• TASK TO COMPLETE: Within the material below, locate the line with "M 274,23 L 291,0" and the line with "M 75,53 L 104,75", then return those two lines and all lines between them, exactly as written.

• DATA PROVIDED:
****************************************
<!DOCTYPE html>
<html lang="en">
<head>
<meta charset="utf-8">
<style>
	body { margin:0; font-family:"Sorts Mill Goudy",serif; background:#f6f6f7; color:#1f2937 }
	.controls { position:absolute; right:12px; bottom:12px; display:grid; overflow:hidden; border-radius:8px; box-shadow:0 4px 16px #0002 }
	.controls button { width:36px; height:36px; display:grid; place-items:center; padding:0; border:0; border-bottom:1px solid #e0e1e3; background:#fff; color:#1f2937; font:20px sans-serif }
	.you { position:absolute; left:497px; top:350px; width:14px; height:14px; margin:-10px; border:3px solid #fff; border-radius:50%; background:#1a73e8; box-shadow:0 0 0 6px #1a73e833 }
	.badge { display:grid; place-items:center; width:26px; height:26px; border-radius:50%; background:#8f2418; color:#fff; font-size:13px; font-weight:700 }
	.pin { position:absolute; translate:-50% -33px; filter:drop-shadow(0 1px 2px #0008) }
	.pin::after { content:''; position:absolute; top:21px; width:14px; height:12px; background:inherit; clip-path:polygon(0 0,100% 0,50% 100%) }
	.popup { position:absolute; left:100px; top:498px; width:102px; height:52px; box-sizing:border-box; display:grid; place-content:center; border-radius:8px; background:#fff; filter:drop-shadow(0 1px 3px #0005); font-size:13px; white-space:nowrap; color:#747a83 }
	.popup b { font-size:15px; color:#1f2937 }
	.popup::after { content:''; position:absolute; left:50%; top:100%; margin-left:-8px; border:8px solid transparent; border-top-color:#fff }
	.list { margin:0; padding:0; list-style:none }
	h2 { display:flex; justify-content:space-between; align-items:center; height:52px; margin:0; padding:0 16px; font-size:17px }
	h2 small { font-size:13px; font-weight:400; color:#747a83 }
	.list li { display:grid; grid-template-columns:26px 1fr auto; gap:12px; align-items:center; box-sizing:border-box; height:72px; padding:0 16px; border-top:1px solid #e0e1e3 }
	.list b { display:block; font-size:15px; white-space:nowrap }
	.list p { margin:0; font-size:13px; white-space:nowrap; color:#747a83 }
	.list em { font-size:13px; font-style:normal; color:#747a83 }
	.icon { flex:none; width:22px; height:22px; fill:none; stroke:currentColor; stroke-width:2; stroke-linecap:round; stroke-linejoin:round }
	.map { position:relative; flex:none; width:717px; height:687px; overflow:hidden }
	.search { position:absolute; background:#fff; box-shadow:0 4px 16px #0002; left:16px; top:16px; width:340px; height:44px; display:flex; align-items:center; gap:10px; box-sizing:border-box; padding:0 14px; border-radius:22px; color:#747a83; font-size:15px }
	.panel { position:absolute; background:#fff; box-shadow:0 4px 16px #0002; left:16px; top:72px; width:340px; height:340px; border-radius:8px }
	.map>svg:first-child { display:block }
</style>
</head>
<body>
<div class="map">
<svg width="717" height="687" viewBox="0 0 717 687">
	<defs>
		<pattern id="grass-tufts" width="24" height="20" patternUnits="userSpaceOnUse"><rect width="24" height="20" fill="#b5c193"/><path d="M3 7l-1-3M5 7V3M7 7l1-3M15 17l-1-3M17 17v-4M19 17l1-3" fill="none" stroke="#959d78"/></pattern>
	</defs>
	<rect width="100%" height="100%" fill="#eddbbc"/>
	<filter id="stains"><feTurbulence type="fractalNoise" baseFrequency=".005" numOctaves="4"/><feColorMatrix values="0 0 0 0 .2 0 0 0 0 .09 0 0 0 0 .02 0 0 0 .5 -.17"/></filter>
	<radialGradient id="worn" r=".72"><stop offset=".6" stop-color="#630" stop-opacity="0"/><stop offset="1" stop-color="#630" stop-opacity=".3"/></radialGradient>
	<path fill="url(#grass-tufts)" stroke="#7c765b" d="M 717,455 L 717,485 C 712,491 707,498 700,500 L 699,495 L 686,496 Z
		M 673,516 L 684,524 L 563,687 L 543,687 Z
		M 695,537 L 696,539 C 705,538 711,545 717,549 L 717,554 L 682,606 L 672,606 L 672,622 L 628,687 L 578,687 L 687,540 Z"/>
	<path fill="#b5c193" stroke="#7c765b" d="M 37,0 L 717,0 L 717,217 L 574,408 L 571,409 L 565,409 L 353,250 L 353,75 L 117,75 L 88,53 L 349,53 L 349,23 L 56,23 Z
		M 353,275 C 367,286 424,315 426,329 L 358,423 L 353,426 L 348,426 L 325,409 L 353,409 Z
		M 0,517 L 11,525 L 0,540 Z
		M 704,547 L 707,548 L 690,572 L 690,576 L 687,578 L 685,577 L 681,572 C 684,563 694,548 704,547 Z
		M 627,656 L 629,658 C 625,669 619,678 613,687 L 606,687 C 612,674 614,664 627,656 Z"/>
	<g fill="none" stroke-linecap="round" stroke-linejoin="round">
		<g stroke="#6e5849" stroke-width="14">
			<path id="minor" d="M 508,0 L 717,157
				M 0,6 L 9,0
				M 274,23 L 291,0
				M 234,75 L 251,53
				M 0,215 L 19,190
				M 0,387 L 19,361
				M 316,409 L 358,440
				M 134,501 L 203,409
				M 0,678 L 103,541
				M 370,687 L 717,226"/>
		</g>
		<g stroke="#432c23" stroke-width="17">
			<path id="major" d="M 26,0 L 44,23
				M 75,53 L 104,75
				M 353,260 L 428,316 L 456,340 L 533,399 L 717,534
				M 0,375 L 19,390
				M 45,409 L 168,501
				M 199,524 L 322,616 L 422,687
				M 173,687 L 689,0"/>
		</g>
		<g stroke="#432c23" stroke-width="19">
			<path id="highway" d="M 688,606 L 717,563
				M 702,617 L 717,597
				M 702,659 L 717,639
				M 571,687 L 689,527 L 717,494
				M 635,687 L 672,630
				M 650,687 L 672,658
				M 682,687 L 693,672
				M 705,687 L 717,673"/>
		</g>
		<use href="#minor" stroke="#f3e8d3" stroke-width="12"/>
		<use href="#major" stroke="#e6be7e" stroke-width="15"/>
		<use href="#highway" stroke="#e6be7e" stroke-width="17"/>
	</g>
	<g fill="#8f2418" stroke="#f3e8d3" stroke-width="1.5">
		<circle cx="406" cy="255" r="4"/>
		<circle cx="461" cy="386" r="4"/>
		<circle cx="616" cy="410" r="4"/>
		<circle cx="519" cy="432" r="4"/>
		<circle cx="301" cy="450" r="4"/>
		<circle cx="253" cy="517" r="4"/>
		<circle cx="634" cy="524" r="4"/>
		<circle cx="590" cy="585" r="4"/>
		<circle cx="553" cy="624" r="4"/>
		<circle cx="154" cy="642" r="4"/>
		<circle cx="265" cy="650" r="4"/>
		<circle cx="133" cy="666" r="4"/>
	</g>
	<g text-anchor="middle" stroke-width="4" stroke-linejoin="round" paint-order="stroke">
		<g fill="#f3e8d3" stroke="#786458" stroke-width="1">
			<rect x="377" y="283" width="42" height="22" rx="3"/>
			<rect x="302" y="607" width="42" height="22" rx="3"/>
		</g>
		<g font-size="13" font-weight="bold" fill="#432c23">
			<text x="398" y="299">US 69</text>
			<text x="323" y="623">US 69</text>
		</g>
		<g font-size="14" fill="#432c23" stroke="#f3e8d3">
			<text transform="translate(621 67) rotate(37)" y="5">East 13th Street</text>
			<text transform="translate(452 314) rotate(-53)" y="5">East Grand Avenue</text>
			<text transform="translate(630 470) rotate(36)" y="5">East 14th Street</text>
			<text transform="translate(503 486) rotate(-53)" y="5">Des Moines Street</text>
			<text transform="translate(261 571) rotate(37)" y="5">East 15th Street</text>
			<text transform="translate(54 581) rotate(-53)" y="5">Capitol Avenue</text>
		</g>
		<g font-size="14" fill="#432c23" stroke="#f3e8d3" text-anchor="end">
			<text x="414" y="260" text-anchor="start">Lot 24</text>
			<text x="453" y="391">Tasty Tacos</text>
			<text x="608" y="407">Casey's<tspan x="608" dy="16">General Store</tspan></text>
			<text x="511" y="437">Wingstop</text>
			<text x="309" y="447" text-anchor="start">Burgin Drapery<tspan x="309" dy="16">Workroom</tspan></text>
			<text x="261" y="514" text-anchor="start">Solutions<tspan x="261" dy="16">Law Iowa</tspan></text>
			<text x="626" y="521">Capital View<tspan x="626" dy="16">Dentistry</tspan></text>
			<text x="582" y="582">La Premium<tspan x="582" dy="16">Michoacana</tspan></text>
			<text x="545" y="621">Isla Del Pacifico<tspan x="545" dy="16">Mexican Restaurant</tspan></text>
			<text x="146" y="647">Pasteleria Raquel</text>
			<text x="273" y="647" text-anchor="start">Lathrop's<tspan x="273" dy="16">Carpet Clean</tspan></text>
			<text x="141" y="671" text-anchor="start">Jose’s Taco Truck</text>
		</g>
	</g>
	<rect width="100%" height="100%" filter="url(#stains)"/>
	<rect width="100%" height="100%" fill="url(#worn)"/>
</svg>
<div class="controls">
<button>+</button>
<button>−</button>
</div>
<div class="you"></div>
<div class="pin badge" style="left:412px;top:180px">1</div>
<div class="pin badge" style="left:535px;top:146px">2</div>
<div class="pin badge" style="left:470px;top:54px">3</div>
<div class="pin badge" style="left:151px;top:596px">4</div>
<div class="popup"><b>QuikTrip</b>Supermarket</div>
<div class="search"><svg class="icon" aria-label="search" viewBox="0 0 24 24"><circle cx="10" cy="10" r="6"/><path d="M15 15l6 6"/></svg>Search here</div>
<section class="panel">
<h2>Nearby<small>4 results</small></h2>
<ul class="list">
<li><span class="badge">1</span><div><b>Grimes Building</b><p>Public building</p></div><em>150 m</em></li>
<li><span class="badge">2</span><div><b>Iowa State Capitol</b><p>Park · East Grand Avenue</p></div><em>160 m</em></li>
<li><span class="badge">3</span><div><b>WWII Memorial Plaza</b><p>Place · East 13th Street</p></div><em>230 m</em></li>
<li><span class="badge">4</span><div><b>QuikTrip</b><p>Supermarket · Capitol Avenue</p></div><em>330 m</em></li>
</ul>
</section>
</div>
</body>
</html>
****************************************
• RESULT OF THIS EXERCISE:
				M 274,23 L 291,0
				M 234,75 L 251,53
				M 0,215 L 19,190
				M 0,387 L 19,361
				M 316,409 L 358,440
				M 134,501 L 203,409
				M 0,678 L 103,541
				M 370,687 L 717,226"/>
		</g>
		<g stroke="#432c23" stroke-width="17">
			<path id="major" d="M 26,0 L 44,23
				M 75,53 L 104,75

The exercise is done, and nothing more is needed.